↓↓↓
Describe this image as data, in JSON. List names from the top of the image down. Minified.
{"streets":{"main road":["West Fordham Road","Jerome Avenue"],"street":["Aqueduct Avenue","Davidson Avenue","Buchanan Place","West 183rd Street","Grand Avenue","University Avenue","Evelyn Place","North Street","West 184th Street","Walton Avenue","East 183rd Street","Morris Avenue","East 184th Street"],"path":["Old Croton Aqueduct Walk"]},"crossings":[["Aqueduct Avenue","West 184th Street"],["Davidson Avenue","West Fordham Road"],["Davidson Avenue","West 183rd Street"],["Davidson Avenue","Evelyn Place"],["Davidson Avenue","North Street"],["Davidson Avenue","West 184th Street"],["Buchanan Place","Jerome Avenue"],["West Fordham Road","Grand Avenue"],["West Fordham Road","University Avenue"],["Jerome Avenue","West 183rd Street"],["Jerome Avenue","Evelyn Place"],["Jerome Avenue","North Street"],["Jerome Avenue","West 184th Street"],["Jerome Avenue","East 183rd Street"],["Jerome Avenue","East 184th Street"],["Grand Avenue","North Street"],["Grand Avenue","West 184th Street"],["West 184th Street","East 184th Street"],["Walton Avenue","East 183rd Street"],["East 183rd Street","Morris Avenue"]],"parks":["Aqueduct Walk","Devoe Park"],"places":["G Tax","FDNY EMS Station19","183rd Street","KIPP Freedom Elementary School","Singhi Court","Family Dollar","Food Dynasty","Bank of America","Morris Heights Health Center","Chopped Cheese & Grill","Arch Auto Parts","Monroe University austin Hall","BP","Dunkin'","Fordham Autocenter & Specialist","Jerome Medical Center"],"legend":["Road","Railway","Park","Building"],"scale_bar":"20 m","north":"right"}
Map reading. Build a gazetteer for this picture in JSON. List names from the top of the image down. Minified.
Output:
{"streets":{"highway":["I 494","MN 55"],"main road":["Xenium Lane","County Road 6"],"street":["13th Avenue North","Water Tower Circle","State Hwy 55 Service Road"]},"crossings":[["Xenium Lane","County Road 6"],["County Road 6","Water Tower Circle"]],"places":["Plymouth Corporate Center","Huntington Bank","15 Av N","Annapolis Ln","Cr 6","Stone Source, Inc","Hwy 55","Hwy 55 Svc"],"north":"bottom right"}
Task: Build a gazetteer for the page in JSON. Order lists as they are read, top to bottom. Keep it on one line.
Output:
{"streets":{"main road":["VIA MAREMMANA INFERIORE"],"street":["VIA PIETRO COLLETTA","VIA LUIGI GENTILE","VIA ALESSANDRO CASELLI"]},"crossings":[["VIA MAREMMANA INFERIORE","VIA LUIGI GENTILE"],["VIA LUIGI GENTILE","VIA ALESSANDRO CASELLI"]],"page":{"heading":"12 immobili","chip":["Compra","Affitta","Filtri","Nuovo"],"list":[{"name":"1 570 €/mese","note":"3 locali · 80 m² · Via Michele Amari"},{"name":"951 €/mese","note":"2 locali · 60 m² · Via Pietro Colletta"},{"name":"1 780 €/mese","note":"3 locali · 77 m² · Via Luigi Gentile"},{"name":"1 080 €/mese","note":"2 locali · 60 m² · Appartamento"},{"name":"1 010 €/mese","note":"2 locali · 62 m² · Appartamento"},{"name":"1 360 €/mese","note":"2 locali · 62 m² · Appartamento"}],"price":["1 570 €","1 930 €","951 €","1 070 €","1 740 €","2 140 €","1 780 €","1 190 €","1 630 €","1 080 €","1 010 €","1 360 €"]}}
↑↑↑
> [Task directions] From the first line to the last, copy every record exactly.

> [Result]
Describe this image as data, in JSON. List names from the top of the image down. Minified.
{"streets":{"main road":["West Fordham Road","Jerome Avenue"],"street":["Aqueduct Avenue","Davidson Avenue","Buchanan Place","West 183rd Street","Grand Avenue","University Avenue","Evelyn Place","North Street","West 184th Street","Walton Avenue","East 183rd Street","Morris Avenue","East 184th Street"],"path":["Old Croton Aqueduct Walk"]},"crossings":[["Aqueduct Avenue","West 184th Street"],["Davidson Avenue","West Fordham Road"],["Davidson Avenue","West 183rd Street"],["Davidson Avenue","Evelyn Place"],["Davidson Avenue","North Street"],["Davidson Avenue","West 184th Street"],["Buchanan Place","Jerome Avenue"],["West Fordham Road","Grand Avenue"],["West Fordham Road","University Avenue"],["Jerome Avenue","West 183rd Street"],["Jerome Avenue","Evelyn Place"],["Jerome Avenue","North Street"],["Jerome Avenue","West 184th Street"],["Jerome Avenue","East 183rd Street"],["Jerome Avenue","East 184th Street"],["Grand Avenue","North Street"],["Grand Avenue","West 184th Street"],["West 184th Street","East 184th Street"],["Walton Avenue","East 183rd Street"],["East 183rd Street","Morris Avenue"]],"parks":["Aqueduct Walk","Devoe Park"],"places":["G Tax","FDNY EMS Station19","183rd Street","KIPP Freedom Elementary School","Singhi Court","Family Dollar","Food Dynasty","Bank of America","Morris Heights Health Center","Chopped Cheese & Grill","Arch Auto Parts","Monroe University austin Hall","BP","Dunkin'","Fordham Autocenter & Specialist","Jerome Medical Center"],"legend":["Road","Railway","Park","Building"],"scale_bar":"20 m","north":"right"}
Map reading. Build a gazetteer for this picture in JSON. List names from the top of the image down. Minified.
Output:
{"streets":{"highway":["I 494","MN 55"],"main road":["Xenium Lane","County Road 6"],"street":["13th Avenue North","Water Tower Circle","State Hwy 55 Service Road"]},"crossings":[["Xenium Lane","County Road 6"],["County Road 6","Water Tower Circle"]],"places":["Plymouth Corporate Center","Huntington Bank","15 Av N","Annapolis Ln","Cr 6","Stone Source, Inc","Hwy 55","Hwy 55 Svc"],"north":"bottom right"}
Task: Build a gazetteer for the page in JSON. Order lists as they are read, top to bottom. Keep it on one line.
Output:
{"streets":{"main road":["VIA MAREMMANA INFERIORE"],"street":["VIA PIETRO COLLETTA","VIA LUIGI GENTILE","VIA ALESSANDRO CASELLI"]},"crossings":[["VIA MAREMMANA INFERIORE","VIA LUIGI GENTILE"],["VIA LUIGI GENTILE","VIA ALESSANDRO CASELLI"]],"page":{"heading":"12 immobili","chip":["Compra","Affitta","Filtri","Nuovo"],"list":[{"name":"1 570 €/mese","note":"3 locali · 80 m² · Via Michele Amari"},{"name":"951 €/mese","note":"2 locali · 60 m² · Via Pietro Colletta"},{"name":"1 780 €/mese","note":"3 locali · 77 m² · Via Luigi Gentile"},{"name":"1 080 €/mese","note":"2 locali · 60 m² · Appartamento"},{"name":"1 010 €/mese","note":"2 locali · 62 m² · Appartamento"},{"name":"1 360 €/mese","note":"2 locali · 62 m² · Appartamento"}],"price":["1 570 €","1 930 €","951 €","1 070 €","1 740 €","2 140 €","1 780 €","1 190 €","1 630 €","1 080 €","1 010 €","1 360 €"]}}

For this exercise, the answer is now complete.